Brian’s Story

Tustin Veterans Outpost 01-17-2022

“My eight-year-old son watched as the police handcuffed me and put me in the squad car. I’ll never forget the look of loss and disappointment in my son’s eyes.”

Brian’s life started with a rocky childhood. He was sexually abused by several members in his family from the tender age of five. The abuse went on for a decade, which lead Brian to abuse alcohol to numb his fears when he was in his own home. “When I got to high school, I felt shameful and guilty. I didn’t have many friends. I was isolated because of my abuse and alcoholism,” Brian laments.

So, Brian joined the Marine Corp to escape his life. As he hoped, the brotherhood, structure, and purpose brought some healing and sobriety. His life was on a better path.

Upon leaving the Marines, he married his wife and they had a son. But as life’s pressures weighed in, and he no longer had the military lifestyle to lean on, he gave in to the looming darkness of alcoholism. “I couldn’t be bigger than my addictions, even for the sake of my son.” Brian’s life spiraled to his breaking point of being arrested.
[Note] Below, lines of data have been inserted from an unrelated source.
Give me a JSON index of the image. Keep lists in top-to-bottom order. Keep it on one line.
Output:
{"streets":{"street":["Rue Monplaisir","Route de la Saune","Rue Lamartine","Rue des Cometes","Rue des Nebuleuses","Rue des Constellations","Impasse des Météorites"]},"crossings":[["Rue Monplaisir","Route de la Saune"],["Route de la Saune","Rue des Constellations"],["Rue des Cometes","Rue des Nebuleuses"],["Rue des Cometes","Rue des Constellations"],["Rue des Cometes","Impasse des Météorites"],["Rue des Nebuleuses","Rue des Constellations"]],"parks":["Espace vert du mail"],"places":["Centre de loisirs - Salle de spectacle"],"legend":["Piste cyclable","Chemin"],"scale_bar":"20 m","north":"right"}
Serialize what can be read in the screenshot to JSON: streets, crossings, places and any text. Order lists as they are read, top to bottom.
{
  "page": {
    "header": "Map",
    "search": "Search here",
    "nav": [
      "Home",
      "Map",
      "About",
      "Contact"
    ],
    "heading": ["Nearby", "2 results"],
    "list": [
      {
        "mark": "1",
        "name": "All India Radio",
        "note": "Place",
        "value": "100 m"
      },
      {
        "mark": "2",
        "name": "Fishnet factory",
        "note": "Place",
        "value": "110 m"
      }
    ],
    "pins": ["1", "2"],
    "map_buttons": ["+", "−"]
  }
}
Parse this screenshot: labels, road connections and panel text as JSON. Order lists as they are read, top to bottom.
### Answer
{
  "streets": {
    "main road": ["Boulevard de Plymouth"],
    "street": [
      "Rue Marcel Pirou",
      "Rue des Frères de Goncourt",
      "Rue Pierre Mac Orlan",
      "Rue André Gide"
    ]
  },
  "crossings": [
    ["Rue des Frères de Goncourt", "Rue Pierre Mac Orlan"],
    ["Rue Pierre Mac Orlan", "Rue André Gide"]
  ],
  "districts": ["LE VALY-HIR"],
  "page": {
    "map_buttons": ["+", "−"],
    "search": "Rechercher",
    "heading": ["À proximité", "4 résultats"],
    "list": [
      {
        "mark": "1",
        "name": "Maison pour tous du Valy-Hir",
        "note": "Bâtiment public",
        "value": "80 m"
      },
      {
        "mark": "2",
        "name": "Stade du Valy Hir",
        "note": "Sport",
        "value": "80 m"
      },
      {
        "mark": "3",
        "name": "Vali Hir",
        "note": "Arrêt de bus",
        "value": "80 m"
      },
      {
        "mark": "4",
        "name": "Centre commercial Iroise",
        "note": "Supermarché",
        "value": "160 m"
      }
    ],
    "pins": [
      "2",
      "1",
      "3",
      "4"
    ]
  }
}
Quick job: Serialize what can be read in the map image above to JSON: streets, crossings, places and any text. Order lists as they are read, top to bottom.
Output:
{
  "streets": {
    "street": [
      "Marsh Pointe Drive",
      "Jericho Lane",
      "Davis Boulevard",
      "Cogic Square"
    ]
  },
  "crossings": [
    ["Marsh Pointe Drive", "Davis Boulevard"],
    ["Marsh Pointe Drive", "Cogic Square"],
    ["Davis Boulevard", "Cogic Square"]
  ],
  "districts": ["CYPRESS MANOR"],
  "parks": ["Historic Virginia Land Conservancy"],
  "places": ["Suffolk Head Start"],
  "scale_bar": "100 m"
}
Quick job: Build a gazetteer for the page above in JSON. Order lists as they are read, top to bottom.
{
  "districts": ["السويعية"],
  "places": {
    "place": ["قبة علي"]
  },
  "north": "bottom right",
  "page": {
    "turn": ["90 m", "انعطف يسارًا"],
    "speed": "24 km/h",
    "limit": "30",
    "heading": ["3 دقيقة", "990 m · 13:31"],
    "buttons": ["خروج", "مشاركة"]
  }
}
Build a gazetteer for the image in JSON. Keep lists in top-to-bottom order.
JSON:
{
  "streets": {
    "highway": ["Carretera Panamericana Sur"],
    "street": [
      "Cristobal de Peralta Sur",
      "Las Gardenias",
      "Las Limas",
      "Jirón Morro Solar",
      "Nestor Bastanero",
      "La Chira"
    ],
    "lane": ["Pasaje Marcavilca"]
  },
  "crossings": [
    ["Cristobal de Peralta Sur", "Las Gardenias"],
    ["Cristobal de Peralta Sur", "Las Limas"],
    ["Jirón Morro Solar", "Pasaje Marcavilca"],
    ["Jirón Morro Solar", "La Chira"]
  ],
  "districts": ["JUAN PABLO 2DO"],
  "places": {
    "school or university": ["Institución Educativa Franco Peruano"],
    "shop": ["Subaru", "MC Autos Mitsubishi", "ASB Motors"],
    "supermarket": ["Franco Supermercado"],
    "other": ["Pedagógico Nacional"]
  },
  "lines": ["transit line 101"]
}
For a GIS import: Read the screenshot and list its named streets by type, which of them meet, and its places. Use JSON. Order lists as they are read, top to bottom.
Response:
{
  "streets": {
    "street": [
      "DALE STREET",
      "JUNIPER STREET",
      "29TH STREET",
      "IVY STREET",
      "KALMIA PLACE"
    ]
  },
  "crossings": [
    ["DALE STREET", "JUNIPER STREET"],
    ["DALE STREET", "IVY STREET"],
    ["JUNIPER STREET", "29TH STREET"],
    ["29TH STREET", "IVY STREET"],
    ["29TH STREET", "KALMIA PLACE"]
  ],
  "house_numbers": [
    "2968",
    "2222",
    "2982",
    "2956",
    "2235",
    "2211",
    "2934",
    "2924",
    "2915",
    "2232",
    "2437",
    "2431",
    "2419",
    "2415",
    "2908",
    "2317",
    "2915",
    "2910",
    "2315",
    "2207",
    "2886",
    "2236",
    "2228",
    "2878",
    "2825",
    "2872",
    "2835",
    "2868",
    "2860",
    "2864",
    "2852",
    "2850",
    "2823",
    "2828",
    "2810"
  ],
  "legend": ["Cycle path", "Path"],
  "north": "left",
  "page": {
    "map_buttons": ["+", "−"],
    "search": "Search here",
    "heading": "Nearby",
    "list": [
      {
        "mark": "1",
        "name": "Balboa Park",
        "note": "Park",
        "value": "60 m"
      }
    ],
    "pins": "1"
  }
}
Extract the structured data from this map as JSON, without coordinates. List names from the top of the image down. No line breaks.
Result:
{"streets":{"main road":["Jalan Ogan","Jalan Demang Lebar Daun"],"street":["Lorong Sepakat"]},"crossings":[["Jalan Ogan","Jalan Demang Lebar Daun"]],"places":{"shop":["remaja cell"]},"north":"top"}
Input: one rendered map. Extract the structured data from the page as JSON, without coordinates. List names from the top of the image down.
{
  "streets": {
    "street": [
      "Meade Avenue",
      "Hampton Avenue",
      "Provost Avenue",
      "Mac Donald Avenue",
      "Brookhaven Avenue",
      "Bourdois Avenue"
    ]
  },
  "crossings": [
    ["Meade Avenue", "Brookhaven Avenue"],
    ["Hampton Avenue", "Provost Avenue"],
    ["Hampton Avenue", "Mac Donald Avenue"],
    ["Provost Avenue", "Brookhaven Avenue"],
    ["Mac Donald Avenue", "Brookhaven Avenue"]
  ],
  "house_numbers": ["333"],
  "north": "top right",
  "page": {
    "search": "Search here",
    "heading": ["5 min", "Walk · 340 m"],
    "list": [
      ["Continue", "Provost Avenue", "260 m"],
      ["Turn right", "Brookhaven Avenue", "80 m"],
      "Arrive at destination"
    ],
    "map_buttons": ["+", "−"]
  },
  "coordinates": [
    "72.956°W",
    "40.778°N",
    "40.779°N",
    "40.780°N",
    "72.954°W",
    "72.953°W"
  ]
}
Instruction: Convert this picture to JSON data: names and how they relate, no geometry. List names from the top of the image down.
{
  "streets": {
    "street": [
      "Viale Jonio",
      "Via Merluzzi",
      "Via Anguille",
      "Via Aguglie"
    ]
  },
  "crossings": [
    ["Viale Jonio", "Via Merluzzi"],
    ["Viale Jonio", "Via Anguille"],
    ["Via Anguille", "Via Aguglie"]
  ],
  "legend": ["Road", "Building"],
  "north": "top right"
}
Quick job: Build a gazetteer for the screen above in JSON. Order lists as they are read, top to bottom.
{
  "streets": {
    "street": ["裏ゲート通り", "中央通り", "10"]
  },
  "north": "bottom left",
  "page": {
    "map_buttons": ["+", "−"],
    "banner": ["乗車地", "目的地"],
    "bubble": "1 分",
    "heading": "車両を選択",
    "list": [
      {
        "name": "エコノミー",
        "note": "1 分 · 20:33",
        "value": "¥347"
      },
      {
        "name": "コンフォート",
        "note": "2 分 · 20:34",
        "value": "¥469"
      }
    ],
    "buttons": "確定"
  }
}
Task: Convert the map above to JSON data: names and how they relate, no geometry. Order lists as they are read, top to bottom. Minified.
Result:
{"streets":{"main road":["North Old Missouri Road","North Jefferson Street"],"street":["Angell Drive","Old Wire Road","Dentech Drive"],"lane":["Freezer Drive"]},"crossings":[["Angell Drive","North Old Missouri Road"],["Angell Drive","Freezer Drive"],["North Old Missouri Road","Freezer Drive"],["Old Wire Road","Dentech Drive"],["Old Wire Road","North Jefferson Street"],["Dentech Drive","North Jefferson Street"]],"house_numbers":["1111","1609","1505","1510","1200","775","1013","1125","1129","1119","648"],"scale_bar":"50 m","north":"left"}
Brian knew he needed help; he took the advice of a friend and reached out to Orange County Rescue Mission. He was accepted into Tustin Veterans Outpost after his arrest, and a light began to shine through the darkness for the first time. Brian regained the brotherhood he desperately sought with men who served their country but who now found their freedom in Jesus Christ. He felt the unconditional support of God’s love and acceptance.

“My roommate noticed I hadn’t unpacked the first couple days. He challenged me to commit to unpack. God helped me unpack decades of pain and suffering and heal. God unloaded my burden of shame and guilt. Every day, I grow in my relationship with God. It’s a constant repairing in my life, but now I’m not doing it alone.”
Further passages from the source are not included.